University of Connecticut students are beginning to plan out classes for the spring semester. The process of enrolling starts with an advisor meeting, followed by signing online for an allotted enrollment appointment time to select courses.
Making an appointment with an advisor can be completed on Nexus. This website was designed to enhance communication between students and advisors. According to UConn’s Registrar Office, these appointments are required for all students.
UConn’s Knowledge Base website states that pick times can be found under “Manage Classes” in the Student Administration System. After logging in, students will have to look for their enrollment appointment, which is the time assigned to pick classes and virtually build a schedule.
Pick times begin incrementally between Oct. 25 and Nov. 10. Enrollment will not close until 10:30 p.m. on Jan. 31, giving students enough time to add, drop or swap classes at the beginning of the semester. This information can be found on the Office of the Registrar website.
Students must make sure there are no holds on their account before beginning this process.
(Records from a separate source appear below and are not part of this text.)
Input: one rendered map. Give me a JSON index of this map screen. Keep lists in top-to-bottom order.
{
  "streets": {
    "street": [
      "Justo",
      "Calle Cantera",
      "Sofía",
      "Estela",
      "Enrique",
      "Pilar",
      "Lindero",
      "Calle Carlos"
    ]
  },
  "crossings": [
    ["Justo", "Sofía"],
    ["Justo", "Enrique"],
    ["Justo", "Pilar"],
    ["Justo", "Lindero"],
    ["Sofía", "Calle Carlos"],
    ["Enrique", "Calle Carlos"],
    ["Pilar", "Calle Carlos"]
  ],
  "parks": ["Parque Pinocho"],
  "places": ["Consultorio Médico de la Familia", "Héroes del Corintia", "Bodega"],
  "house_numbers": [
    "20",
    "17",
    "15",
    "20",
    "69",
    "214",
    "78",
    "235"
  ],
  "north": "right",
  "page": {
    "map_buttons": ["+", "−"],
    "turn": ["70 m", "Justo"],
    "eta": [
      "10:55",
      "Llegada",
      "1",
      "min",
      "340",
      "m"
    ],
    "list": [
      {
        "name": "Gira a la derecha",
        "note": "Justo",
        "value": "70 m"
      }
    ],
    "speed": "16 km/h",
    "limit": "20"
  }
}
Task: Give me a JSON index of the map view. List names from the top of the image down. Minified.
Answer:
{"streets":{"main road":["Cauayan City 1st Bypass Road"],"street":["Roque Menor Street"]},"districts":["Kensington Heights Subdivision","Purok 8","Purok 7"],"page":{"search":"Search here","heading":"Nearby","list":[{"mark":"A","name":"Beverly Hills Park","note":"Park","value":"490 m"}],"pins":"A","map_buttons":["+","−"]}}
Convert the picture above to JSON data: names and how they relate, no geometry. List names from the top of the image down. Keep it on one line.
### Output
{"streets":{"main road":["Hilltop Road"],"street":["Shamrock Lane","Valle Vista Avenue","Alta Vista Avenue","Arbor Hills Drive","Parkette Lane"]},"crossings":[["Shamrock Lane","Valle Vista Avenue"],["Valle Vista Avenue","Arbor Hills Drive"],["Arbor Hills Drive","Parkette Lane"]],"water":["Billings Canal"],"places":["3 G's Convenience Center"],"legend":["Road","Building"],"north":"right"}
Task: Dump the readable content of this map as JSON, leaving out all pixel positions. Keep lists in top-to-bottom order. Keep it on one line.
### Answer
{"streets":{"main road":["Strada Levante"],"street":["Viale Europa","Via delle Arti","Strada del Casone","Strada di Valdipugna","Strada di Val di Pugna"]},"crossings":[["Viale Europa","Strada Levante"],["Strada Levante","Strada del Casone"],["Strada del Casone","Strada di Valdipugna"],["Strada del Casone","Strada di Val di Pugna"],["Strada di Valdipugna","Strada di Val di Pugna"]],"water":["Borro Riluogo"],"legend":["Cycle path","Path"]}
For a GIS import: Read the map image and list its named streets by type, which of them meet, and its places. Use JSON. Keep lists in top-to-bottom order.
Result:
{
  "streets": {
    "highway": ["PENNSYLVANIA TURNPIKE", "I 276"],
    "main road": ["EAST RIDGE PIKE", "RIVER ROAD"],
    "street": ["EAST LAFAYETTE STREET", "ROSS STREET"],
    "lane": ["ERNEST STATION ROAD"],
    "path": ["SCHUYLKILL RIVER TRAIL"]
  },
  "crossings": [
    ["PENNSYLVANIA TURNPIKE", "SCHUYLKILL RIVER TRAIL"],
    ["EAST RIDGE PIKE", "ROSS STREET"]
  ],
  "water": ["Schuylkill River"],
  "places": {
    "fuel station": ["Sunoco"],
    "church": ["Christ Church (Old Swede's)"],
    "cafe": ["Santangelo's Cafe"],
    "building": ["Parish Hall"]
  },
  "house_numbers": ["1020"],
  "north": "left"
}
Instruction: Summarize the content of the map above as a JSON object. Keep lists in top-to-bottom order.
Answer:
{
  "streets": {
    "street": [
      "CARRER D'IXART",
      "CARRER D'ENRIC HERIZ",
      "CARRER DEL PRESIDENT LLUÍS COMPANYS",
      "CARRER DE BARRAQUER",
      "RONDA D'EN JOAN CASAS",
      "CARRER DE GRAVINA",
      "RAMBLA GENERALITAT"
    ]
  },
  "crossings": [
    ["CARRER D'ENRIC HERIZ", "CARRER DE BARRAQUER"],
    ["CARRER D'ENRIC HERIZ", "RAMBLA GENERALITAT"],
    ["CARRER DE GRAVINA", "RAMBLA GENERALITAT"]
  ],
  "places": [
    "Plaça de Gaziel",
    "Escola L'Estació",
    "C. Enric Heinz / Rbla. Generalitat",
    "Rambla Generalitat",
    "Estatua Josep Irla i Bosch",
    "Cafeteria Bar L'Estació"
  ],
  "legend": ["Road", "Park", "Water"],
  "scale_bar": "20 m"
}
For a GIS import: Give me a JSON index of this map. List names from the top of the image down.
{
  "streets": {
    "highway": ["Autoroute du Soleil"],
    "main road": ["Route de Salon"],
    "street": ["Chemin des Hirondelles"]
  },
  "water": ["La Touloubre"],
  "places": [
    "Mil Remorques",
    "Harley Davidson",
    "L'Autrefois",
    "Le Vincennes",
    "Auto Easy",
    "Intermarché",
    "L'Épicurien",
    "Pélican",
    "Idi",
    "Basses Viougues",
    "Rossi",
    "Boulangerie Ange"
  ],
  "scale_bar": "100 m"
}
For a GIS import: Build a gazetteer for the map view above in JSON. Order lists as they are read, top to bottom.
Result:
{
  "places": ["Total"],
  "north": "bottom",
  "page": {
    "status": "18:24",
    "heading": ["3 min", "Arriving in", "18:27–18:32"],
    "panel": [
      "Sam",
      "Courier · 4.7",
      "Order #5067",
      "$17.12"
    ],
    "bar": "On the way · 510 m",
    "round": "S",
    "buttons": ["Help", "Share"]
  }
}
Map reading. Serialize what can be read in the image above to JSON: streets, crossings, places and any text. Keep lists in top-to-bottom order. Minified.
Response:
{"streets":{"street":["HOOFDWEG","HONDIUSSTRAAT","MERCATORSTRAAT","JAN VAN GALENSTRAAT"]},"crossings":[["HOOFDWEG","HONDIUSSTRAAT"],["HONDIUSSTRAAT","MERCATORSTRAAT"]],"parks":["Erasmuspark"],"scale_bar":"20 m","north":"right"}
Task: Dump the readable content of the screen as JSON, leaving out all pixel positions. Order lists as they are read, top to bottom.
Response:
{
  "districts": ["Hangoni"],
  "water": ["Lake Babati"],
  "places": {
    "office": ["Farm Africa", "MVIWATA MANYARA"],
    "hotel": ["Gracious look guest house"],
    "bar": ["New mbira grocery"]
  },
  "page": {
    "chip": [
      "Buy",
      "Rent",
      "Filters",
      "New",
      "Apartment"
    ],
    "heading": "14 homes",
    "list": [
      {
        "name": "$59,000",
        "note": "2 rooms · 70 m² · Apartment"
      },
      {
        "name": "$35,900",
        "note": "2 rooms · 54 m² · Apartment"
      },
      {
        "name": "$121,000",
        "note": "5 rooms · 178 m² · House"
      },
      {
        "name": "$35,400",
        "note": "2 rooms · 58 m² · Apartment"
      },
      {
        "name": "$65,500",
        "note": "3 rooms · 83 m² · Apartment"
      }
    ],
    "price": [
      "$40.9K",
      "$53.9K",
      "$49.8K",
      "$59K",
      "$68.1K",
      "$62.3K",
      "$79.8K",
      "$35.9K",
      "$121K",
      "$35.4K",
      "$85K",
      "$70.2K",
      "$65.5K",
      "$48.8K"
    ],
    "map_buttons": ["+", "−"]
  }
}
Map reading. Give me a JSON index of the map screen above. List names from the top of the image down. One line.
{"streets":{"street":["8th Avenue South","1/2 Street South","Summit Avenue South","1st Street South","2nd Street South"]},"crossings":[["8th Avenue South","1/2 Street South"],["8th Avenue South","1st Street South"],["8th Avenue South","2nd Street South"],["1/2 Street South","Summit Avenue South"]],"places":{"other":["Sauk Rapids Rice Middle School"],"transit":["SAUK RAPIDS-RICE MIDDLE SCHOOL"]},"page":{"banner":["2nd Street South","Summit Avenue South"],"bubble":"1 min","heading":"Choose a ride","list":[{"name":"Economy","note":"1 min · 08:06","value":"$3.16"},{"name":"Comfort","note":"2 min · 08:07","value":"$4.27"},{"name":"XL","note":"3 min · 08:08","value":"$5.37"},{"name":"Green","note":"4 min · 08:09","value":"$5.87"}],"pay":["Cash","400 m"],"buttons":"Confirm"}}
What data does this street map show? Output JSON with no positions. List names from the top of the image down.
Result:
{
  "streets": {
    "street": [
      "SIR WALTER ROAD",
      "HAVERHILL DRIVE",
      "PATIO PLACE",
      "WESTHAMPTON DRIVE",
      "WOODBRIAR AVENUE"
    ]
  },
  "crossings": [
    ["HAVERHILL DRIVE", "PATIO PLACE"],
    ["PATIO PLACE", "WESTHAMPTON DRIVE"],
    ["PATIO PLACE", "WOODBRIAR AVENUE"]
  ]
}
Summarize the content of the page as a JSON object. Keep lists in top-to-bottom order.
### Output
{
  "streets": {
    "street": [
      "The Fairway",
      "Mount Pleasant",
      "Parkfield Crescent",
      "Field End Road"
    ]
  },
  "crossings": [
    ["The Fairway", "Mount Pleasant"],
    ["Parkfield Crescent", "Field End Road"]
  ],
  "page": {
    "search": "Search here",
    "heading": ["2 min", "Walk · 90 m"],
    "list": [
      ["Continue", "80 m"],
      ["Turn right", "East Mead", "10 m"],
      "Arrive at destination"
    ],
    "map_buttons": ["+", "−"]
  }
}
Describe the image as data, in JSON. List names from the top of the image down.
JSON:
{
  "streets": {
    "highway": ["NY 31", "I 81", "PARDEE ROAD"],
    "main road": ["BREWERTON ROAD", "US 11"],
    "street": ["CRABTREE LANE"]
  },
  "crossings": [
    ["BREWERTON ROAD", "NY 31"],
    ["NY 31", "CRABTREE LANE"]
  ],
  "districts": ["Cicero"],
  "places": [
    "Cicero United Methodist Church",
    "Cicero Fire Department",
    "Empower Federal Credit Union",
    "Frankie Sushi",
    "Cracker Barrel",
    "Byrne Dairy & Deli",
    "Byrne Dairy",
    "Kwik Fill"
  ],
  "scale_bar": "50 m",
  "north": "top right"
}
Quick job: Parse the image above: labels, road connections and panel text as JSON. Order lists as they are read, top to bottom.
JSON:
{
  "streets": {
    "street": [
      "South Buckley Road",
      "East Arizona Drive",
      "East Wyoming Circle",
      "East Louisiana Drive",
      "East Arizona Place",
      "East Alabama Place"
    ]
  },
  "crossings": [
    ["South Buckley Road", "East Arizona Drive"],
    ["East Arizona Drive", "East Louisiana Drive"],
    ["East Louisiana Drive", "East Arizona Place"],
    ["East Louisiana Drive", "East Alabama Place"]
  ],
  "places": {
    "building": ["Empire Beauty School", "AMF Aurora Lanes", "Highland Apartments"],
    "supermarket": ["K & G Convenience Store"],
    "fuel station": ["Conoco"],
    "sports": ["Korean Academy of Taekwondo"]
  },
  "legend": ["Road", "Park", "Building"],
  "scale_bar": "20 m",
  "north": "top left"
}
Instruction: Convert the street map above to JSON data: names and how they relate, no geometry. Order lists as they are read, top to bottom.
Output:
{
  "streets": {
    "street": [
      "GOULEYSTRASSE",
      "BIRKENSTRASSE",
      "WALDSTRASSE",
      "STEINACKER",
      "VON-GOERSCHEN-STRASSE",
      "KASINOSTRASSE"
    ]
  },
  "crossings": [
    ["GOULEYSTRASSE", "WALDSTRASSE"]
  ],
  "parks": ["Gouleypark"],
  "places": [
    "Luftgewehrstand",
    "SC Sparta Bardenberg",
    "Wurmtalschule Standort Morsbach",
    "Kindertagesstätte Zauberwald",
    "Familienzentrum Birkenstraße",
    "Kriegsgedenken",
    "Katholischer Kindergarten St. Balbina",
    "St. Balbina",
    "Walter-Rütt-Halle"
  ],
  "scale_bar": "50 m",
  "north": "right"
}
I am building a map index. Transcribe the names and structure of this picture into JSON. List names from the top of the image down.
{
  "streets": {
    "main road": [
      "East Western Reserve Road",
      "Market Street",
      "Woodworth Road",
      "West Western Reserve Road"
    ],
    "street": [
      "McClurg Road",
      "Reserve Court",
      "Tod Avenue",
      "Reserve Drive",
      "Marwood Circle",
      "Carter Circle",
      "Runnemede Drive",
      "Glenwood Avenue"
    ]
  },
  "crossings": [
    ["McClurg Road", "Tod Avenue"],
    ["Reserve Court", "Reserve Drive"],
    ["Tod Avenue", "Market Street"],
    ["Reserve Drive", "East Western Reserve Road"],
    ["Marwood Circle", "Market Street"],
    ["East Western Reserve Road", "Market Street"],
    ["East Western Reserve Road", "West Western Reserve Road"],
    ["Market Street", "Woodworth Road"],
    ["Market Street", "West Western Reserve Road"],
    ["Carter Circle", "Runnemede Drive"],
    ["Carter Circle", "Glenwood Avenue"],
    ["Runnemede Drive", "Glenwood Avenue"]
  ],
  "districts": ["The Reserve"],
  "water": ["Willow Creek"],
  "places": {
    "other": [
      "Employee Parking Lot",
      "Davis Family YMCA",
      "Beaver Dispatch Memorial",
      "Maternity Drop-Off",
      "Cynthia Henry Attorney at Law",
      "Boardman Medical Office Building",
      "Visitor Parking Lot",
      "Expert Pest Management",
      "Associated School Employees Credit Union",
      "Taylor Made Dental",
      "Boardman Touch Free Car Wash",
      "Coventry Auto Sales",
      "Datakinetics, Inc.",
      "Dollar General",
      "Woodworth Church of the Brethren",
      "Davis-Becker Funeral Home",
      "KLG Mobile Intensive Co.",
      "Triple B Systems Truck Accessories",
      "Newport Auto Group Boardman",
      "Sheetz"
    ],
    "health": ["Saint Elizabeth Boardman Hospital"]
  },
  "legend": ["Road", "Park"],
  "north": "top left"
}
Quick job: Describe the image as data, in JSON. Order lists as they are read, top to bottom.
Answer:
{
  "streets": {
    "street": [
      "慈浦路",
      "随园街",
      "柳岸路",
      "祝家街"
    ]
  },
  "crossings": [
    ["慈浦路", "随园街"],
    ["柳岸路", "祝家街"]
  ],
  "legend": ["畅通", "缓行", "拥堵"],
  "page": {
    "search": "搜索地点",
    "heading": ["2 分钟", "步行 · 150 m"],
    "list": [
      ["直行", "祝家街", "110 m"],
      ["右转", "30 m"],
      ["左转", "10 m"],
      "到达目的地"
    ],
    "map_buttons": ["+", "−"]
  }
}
Holds can be found under the “Action List” section of the Student Administration System.
In an email, Jennifer Gattilia Tibbetts, the assistant registrar in charge of records and enrollment services, provided some important information to consider when building a schedule.
She suggested students review their “academic progress by running an Academic Requirements Report.” Tibbetts said this should be done before choosing classes.
“If you are not able to register the moment registration opens or if you are unable to get your preferred schedule right away, that is okay!” Tibbetts said.
Lastly, Tibbetts warned about the technological difficulties that often arise on the Student Administration System.
“StudentAdmin gets quite a workout during registration and sometimes moves slower than usual when appointment blocks first open up,” Tibbetts said. “Know that this is common and all students are experiencing the same delay, the system will catch up and you will be able to register.”
The Academic Center for Exploratory Students, or ACES, can be a resource for students. Julie Lynch, the assistant director of ACES, gave her own take on the process through an email interview.
She suggested students “have some alternative courses already in mind in case some classes don’t work out.”
Lynch provided one last piece of advice to students, saying, “[They should] be sure they are selecting the appropriate campus when adding classes to their schedule.”
Additional information and helpful tips can be found on the ACES website.